His problems were officially diagnosed as a sprained medial collateral in his right knee and a chronic left hamstring sprain. Gibson, who missed 27 days earlier this season with a left hamstring injury, translated them in different terms.

“I came back too early from the first injury, I still felt it,” he said. “Then it got worse and worse and worse. Now, I hardly have any strength in my lower body at all, and I can’t do anything. People who say I don’t use my legs to hit, that’s not true.”

In an interim move to fill Gibson’s spot on the roster, the Dodgers activated pitcher Alejandro Pena, giving the Dodgers an 11-man staff for Sunday’s doubleheader against the Pittsburgh Pirates.

After the doubleheader, the Dodgers sent rookie pitcher Jeff Fischer to triple-A Albuquerque and purchased the contract of newly acquired outfielder Billy Bean, a former Santa Ana High School and Loyola Marymount standout, as a replacement for the left-handed Gibson.


Bean, acquired from triple-A Toledo of the Detroit Tiger organization, had two hits in nine at-bats in three games at Albuquerque, with a triple and three runs batted in. For Toledo, he hit .315 with four home runs and 29 RBIs in 76 games. In parts of two big-league seasons with Detroit, he hit .247 with no home runs in 36 games.

In trading for the left-handed-hitting Bean, it was as if the Dodgers knew something would happen with Gibson. But then, anybody watching the Dodgers the past two months could figure something would.

A week after he returned from his first injury, on May 31, Gibson was batting .289 with three homers and 11 RBIs. Since then, he has hit .176 (30 for 170) with six homers and 17 RBIs. Overall, he is hitting .213 with nine homers and 28 RBIs.

“Anybody who has watched Kirk since spring training knew he was having problems,” said Fred Claire, Dodger vice president. “You know Kirk Gibson is not a .213 hitter. He tried to fight his way through it and couldn’t.”

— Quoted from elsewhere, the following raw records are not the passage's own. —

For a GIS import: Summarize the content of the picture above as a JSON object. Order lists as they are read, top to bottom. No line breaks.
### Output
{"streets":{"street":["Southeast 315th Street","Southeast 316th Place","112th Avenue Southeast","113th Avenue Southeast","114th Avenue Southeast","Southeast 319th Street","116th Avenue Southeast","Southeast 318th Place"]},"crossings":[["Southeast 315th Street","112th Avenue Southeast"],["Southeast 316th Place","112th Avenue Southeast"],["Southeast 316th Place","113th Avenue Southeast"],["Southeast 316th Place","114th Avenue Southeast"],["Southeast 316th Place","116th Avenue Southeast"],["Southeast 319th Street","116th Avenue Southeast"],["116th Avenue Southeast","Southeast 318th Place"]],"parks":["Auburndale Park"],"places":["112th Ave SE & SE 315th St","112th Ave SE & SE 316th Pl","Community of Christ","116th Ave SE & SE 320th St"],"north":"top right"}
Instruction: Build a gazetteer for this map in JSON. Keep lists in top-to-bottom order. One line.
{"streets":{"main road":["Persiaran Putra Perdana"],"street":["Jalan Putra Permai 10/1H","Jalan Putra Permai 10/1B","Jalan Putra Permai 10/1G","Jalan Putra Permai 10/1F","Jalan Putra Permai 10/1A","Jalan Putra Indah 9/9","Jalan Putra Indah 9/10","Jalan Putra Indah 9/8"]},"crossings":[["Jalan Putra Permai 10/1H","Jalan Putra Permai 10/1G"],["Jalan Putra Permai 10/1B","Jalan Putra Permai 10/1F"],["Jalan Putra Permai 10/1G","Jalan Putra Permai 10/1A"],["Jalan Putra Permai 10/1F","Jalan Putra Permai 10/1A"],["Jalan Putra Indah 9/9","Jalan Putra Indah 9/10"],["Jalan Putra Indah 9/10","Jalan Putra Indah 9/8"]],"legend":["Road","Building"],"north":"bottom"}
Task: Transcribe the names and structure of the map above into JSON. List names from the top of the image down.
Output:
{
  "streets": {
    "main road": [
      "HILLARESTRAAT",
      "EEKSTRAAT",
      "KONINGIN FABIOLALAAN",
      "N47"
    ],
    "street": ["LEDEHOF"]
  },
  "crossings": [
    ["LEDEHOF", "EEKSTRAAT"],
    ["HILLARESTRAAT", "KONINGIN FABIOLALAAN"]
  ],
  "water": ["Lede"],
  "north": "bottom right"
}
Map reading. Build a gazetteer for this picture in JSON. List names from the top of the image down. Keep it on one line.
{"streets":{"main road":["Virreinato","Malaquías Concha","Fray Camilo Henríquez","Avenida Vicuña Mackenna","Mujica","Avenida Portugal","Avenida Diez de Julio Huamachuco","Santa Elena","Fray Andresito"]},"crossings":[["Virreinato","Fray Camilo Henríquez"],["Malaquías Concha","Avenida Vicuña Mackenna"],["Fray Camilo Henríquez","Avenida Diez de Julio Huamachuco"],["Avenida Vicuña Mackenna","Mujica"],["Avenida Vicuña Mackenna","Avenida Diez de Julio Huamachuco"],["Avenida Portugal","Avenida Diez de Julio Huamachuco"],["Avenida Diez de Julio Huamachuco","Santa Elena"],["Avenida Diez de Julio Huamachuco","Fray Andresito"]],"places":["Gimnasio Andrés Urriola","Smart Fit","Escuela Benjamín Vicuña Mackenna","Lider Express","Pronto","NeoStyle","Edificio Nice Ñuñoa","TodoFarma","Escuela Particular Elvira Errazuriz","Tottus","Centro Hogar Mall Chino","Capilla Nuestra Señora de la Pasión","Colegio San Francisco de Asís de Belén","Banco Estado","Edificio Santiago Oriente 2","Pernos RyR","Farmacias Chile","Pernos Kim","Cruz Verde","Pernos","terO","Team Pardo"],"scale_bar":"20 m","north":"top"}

Claire said the decision was made after meetings the last two days.

“He asked to see (Manager) Tommy (Lasorda) and myself after the game, and said the condition of his legs has made him incapable of doing what he wants to do,” Claire said. “We met again with him this morning and made the decision.”

Why did Gibson wait until now to force that decision?

“I was trying to deal with it,” Gibson said. “I am committed to my teammates. I have a contract, an agreement to give my best effort. I was dealing with this the best I could. I thought I would work through it. I couldn’t.”


The only thing resembling a bright spot involves Jose Gonzalez, the club’s center fielder of the future who was benched when Gibson moved there after the Dodgers acquired left fielder Kal Daniels. Gonzalez will return to the starting lineup.